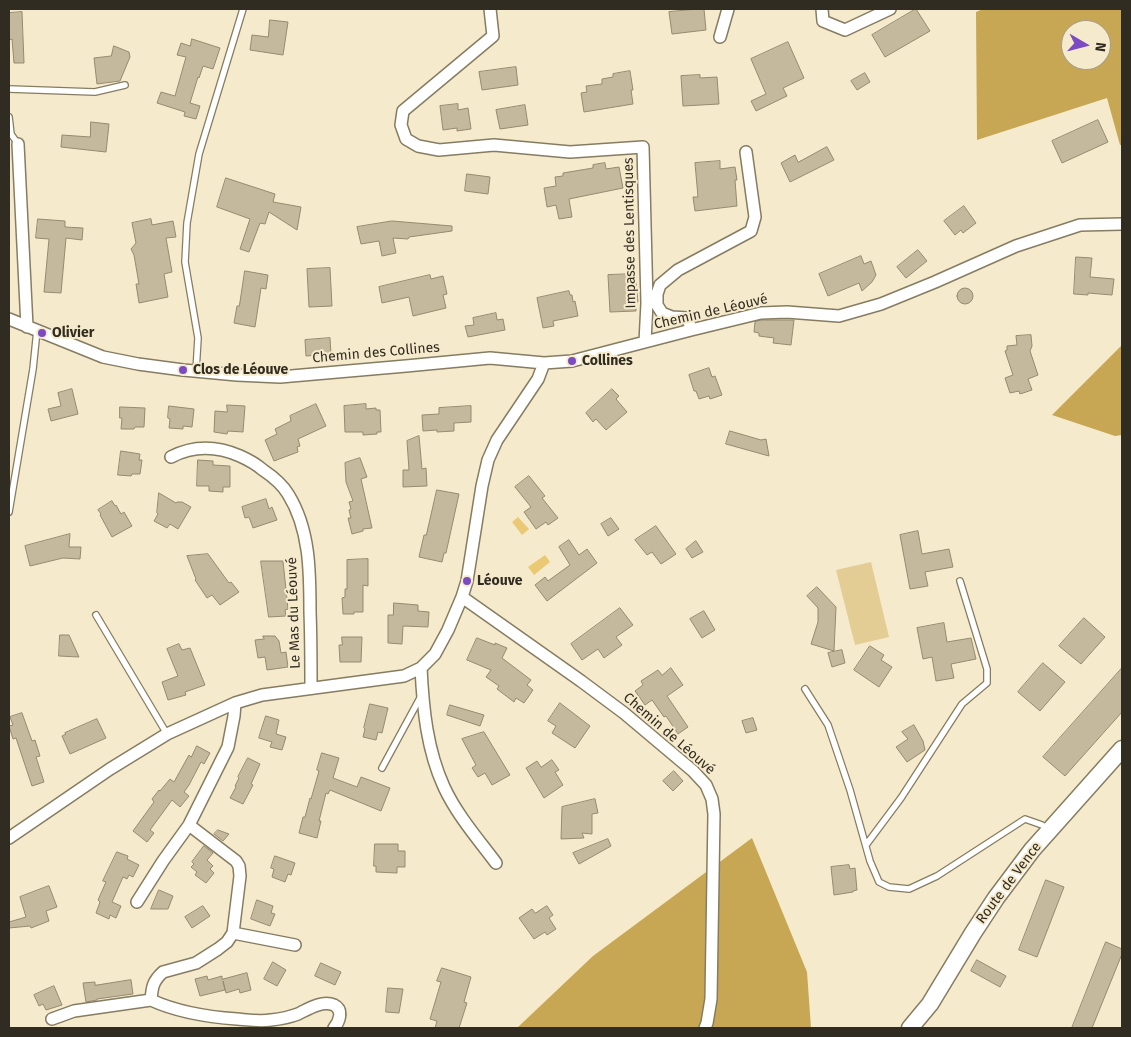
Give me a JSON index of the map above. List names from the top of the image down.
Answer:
{
  "streets": {
    "main road": ["Route de Vence"],
    "street": [
      "Impasse des Lentisques",
      "Chemin de Léouvé",
      "Chemin des Collines",
      "Le Mas du Léouvé"
    ]
  },
  "crossings": [
    ["Impasse des Lentisques", "Chemin de Léouvé"],
    ["Chemin de Léouvé", "Chemin des Collines"]
  ],
  "places": [
    "Olivier",
    "Collines",
    "Clos de Léouve",
    "Léouve"
  ],
  "north": "right"
}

*****

● **Work order**
Output the full set of records above without changing a word, and drop the images.

● **Result of this task**
Give me a JSON index of the map above. List names from the top of the image down.
Answer:
{
  "streets": {
    "main road": ["Route de Vence"],
    "street": [
      "Impasse des Lentisques",
      "Chemin de Léouvé",
      "Chemin des Collines",
      "Le Mas du Léouvé"
    ]
  },
  "crossings": [
    ["Impasse des Lentisques", "Chemin de Léouvé"],
    ["Chemin de Léouvé", "Chemin des Collines"]
  ],
  "places": [
    "Olivier",
    "Collines",
    "Clos de Léouve",
    "Léouve"
  ],
  "north": "right"
}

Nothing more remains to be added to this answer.